Additionally, CDC in collaboration with a host of international partners and donor agencies, has rallied support for the polio eradication and measles pre-elimination activities in Nigeria—some of the major health programs that could have shaken coffers of both federal and state governments. Financial and technical support from foreign agencies have also facilitated performance of field activities such as campaign planning, monitoring and supervision, including acute flaccid paralysis surveillance and outbreak investigations, as well as outreach to nomadic populations, special projects, research, and data management support. One of the frontline programs “the National Stop Transmission of Polio Program” recently expanded service centres to improve the delivery of routine immunization services across northern states of Nigeria. Basically, CDC and MOH have collaborated in health emergency response, particularly some repeated outbreaks of vaccine-derived polio and other vaccine-preventable diseases. But these giant successes have been overshadowed by the poor image of PHC system in Nigeria—except in Anambra state, which is considered the centre of innovation in health care.

For example, vaccines prevent about 2.5 million deaths among children aged below 5 years of age, but despite the huge efforts from CDC and PHC partners, studies show that 1 child dies every 20 seconds from a disease that could have been prevented by a vaccine. The fundamental problem is not corruption among government/health administrators per se. Other areas of concern include inaccessibility/ignorance among healthcare users and or lack of fund to oil the wheels of PHC system. Additionally, Nigeria simply lacks a country-specific health management strategy capable of streamlining health services according to their needs and economic strength of the intended healthcare users. The trend is totally different in Anambra state. Dr Vincent Okpala (the Anambra State Commissioner for Health) on 1 April 2021 applauded a team of researchers at the Nnamdi Azikiwe University (UNIZIK) for their contributions towards advancing technology-driven healthcare services through Social Innovation in Health (SIHI) – an agency conducting studies on healthcare innovation for the purpose of providing solutions to the Anambra state health sector. The fluidity of healthcare management in Anambra, and the state government’s focus on adopting innovative strategies, are a reason why more than 30,000 residents were able to receive COVID-19 vaccines—at a time when most states have not received vaccine allocations. Generally, Anambra state takes centre stage in Nigeria’s healthcare initiatives. It has significantly improved diagnostics through research and innovation and is therefore considered a model for healthcare management and PHC services.
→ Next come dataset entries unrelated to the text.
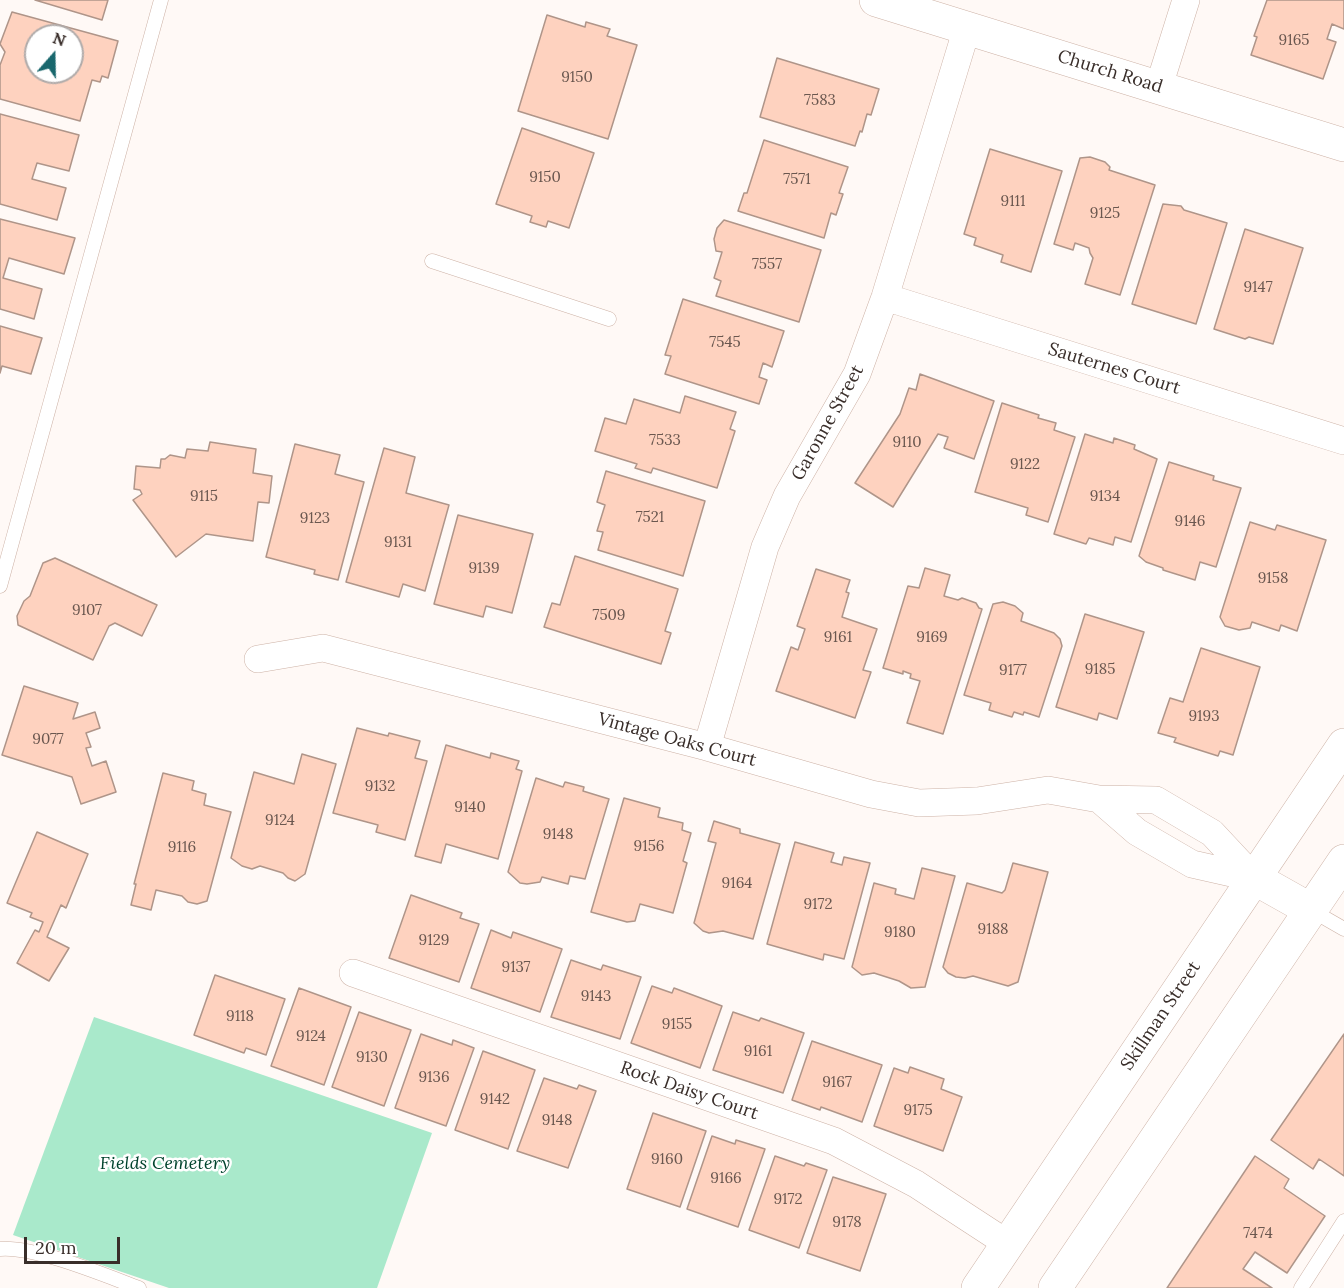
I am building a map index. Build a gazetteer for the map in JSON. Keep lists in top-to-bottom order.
{
  "streets": {
    "main road": ["Church Road", "Skillman Street"],
    "street": [
      "Sauternes Court",
      "Garonne Street",
      "Vintage Oaks Court",
      "Rock Daisy Court"
    ]
  },
  "crossings": [
    ["Church Road", "Garonne Street"],
    ["Sauternes Court", "Garonne Street"],
    ["Garonne Street", "Vintage Oaks Court"],
    ["Vintage Oaks Court", "Skillman Street"],
    ["Skillman Street", "Rock Daisy Court"]
  ],
  "parks": ["Fields Cemetery"],
  "house_numbers": [
    "9165",
    "9150",
    "7583",
    "9150",
    "7571",
    "9111",
    "9125",
    "7557",
    "9147",
    "7545",
    "7533",
    "9110",
    "9122",
    "9115",
    "9134",
    "7521",
    "9123",
    "9146",
    "9131",
    "9139",
    "9158",
    "9107",
    "7509",
    "9161",
    "9169",
    "9185",
    "9177",
    "9193",
    "9077",
    "9132",
    "9140",
    "9124",
    "9148",
    "9156",
    "9116",
    "9164",
    "9172",
    "9188",
    "9180",
    "9129",
    "9137",
    "9143",
    "9118",
    "9155",
    "9124",
    "9161",
    "9130",
    "9136",
    "9167",
    "9142",
    "9175",
    "9148",
    "9160",
    "9166",
    "9172",
    "9178",
    "7474"
  ],
  "scale_bar": "20 m",
  "north": "top"
}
On this backdrop, stakeholders in Nigeria’s health sector should adopt exploit innovative health management strategies to effectively reform the national PHC system, as well as reposition the sub-sector to become an effective and reliable tool for improving national health indicators. This has become necessary in recent months. Thanks to improved diagnostic and therapeutic options, the global healthcare has experienced an influx of strategic ideas fashioned to improve quality of life and extend life expectancy. Therefore, the Nigerian health sector can’t afford to remain stagnant or deteriorate further.
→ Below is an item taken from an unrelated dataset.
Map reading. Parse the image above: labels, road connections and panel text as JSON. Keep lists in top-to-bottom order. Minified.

Since the COVID-19 pandemic, a large number of healthcare organizations have faced unprecedented challenges to upgrade quality of products, reduce risks to consumers, improve accessibility to health services, increase efficiency, eliminate waste of resources, and significantly reduce costs. Moreover, innovation has become a major focus in many countries once again—Nigeria inclusive. It is therefore unarguable that the global healthcare industry is on the edge of massive change, but the underlying impact on PHC systems will differ among countries (Nwagwu & Akeem., 2013).